It has been a quiet week in Lake Wobegon, my home town. It was warm and sunny on Sunday,
and on Monday the flowering crab in the Diener's backyard burst into blossom. Suddenly, in the
morning, when everyone turned their backs for a minute, the tree threw off its bathrobe and stood
trembling, purple, naked, revealing all its innermost flowers. When you saw it standing where
weeks before had been a bare stick stuck in the dirt, you had to stop, it made your head spin.

Becky Diener sat upstairs in her bedroom and looked at the tree. She was stuck on an assignment
from Miss Melrose for English, a 750-word personal essay, "Describe your backyard as if you
were seeing it for the first time." After an hour she had thirty-nine words, which she figured
would mean she'd finish at 1:45 p.m. Tuesday, four hours late, and therefore would get an F even
if the essay was great, which it certainly wasn't.

How can you describe your backyard as if you'd never seen it? If you'd never seen it, you'd have
grown up someplace else, and wouldn't be yourself, you'd be someone else entirely, and how are
you supposed to know what that person would think?

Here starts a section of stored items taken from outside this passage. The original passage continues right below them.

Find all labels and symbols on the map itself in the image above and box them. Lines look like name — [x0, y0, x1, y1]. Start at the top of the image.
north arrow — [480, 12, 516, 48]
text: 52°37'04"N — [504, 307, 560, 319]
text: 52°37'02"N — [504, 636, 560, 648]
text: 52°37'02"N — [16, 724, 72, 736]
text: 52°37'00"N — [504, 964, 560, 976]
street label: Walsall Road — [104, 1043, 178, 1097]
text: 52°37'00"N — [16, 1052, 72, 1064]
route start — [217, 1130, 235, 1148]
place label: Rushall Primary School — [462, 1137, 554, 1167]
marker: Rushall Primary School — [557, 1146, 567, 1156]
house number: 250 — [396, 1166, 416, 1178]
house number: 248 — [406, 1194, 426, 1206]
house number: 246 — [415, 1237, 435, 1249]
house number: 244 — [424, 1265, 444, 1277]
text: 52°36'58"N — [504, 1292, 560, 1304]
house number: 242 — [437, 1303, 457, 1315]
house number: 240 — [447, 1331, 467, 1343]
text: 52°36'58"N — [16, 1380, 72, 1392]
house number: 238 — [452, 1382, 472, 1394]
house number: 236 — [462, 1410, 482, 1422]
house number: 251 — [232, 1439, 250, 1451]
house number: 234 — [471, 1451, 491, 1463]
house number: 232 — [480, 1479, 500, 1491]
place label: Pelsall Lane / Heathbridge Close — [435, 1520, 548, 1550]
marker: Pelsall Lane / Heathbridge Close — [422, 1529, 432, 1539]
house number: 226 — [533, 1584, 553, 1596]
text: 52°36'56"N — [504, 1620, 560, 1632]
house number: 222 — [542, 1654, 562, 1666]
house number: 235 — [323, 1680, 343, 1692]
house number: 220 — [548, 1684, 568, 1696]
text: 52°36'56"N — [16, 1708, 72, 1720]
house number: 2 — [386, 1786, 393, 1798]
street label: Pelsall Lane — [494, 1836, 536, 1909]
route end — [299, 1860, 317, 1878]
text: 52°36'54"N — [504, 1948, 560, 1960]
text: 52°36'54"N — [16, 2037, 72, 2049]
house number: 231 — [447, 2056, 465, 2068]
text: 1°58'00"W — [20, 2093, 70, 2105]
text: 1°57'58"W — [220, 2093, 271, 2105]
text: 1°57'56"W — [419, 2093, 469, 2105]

She imagined seeing the backyard in 1996, returning home from Hollywood. "Welcome Becky!"
said the big white banner across McKinley Street as the pink convertible drove slowly along,
everyone clapping and cheering as she cruised by. Becky Belafonte the movie star, and got off at
her old house. "Here," she said to the reporters, "is where I sat as a child and dreamed my
dreams, under this beautiful flowering crab. I dreamed I was a Chinese princess." Then a reporter
asked, "Which of your teachers was the most important to you, encouraging you and inspiring
you?" And just then she saw an old woman's face in the crowd. Miss Melrose pleading,
whispering, "Say me, oh please, say me," and Becky looked straight at her as she said, "Oh, there
were so many. I couldn't pick out one, they were all about the same, you know. But perhaps
Miss-Miss-oh, I can't remember her name-she taught English, I think-Miss Milross? She was one
of them. But there were so many."

She looked at her essay. "In my backyard is a tree that has always been extremely important to
me since I was six years old when my dad came home one evening with this bag in the trunk and
he said, 'Come here and help me plant this'-"
She crumpled the sheet of paper and started again.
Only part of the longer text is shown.